- _YOUR INSTRUCTIONS_
Copy out every line of the data that has the word "Korxona" somewhere in it.

(Collected data entries)
.....

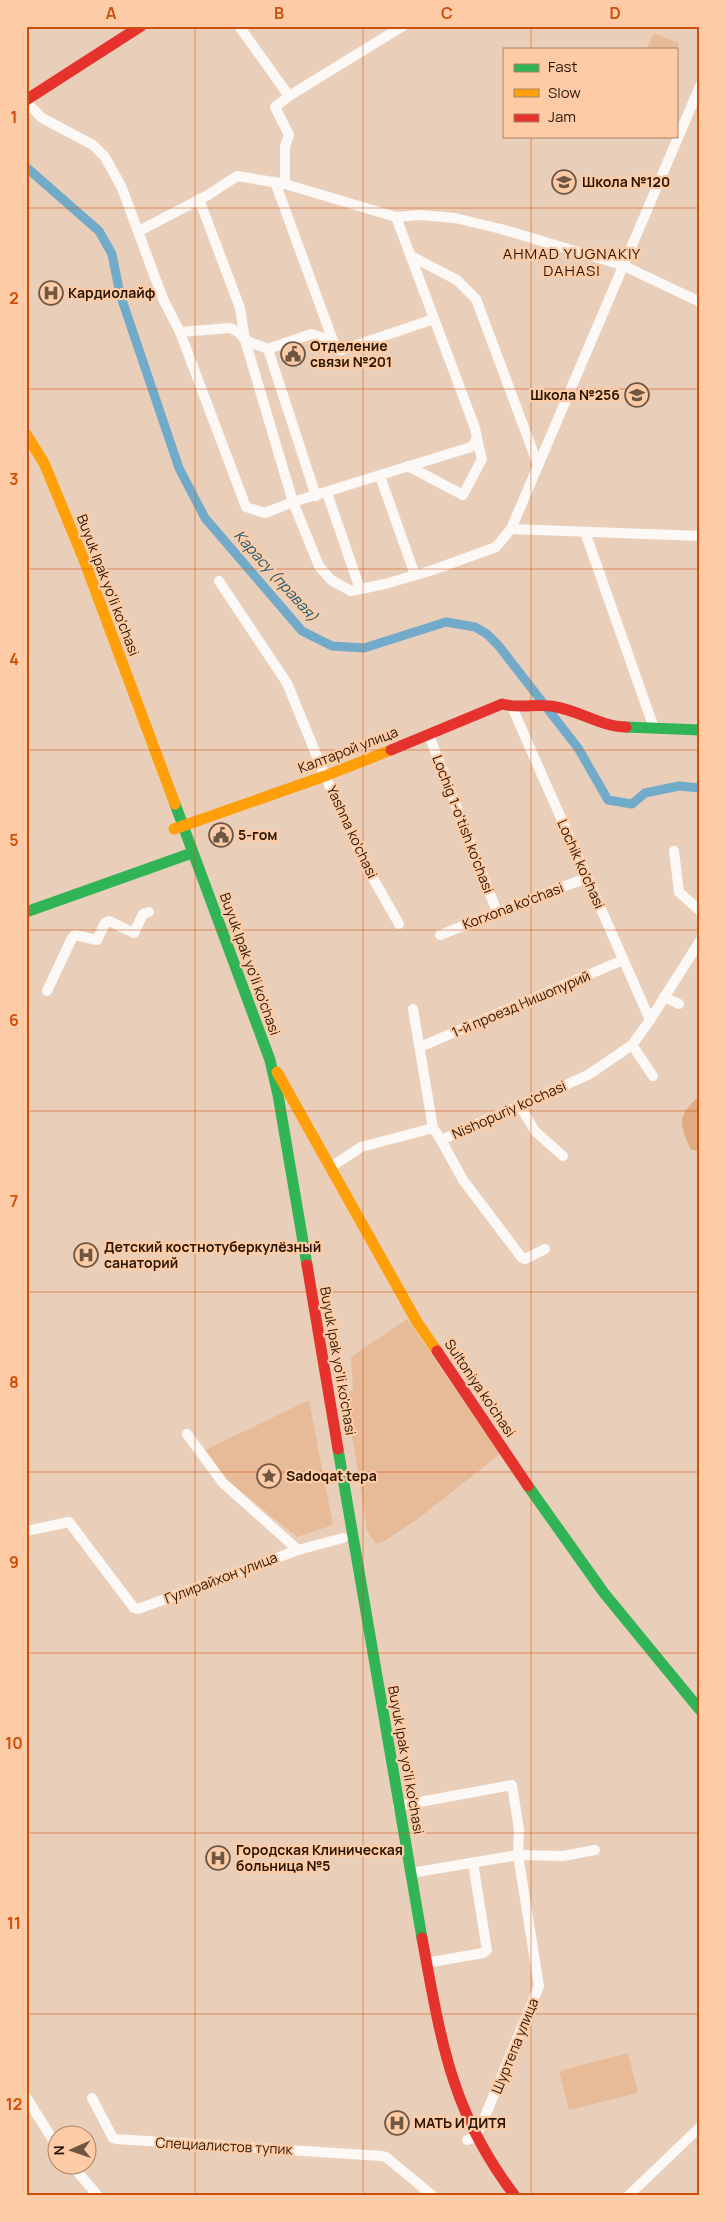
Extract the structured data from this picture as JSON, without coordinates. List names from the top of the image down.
{
  "streets": {
    "main road": ["Buyuk Ipak yo'li ko'chasi", "Калтарой улица", "Sultoniya ko'chasi"],
    "street": [
      "Lochig 1-o'tish ko'chasi",
      "Yashna ko'chasi",
      "Lochik ko'chasi",
      "Korxona ko'chasi",
      "1-й проезд Нишопурий",
      "Nishopuriy ko'chasi",
      "Гулирайхон улица",
      "Шуртепа улица",
      "Специалистов тупик"
    ]
  },
  "crossings": [
    ["Buyuk Ipak yo'li ko'chasi", "Калтарой улица"],
    ["Buyuk Ipak yo'li ko'chasi", "Sultoniya ko'chasi"],
    ["Buyuk Ipak yo'li ko'chasi", "Шуртепа улица"],
    ["Калтарой улица", "Lochig 1-o'tish ko'chasi"],
    ["Калтарой улица", "Yashna ko'chasi"],
    ["Калтарой улица", "Lochik ko'chasi"],
    ["Lochig 1-o'tish ko'chasi", "Korxona ko'chasi"],
    ["Lochik ko'chasi", "Korxona ko'chasi"],
    ["Lochik ko'chasi", "1-й проезд Нишопурий"],
    ["Lochik ko'chasi", "Nishopuriy ko'chasi"],
    ["Nishopuriy ko'chasi", "Sultoniya ko'chasi"]
  ],
  "districts": ["AHMAD YUGNAKIY DAHASI"],
  "water": ["Карасу (правая)"],
  "places": {
    "school or university": ["Школа №120", "Школа №256"],
    "hospital": [
      "Кардиолайф",
      "Детский костнотуберкулёзный санаторий",
      "Городская Клиническая больница №5",
      "МАТЬ И ДИТЯ"
    ],
    "public building": ["Отделение связи №201", "5-гом"],
    "place": ["Sadoqat tepa"]
  },
  "legend": ["Fast", "Slow", "Jam"],
  "north": "left",
  "grid": {
    "columns": [
      "A",
      "B",
      "C",
      "D"
    ],
    "rows": [
      "1",
      "2",
      "3",
      "4",
      "5",
      "6",
      "7",
      "8",
      "9",
      "10",
      "11",
      "12"
    ]
  }
}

.....

- _WRITTEN RESPONSE_
      "Korxona ko'chasi",
    ["Lochig 1-o'tish ko'chasi", "Korxona ko'chasi"],
    ["Lochik ko'chasi", "Korxona ko'chasi"],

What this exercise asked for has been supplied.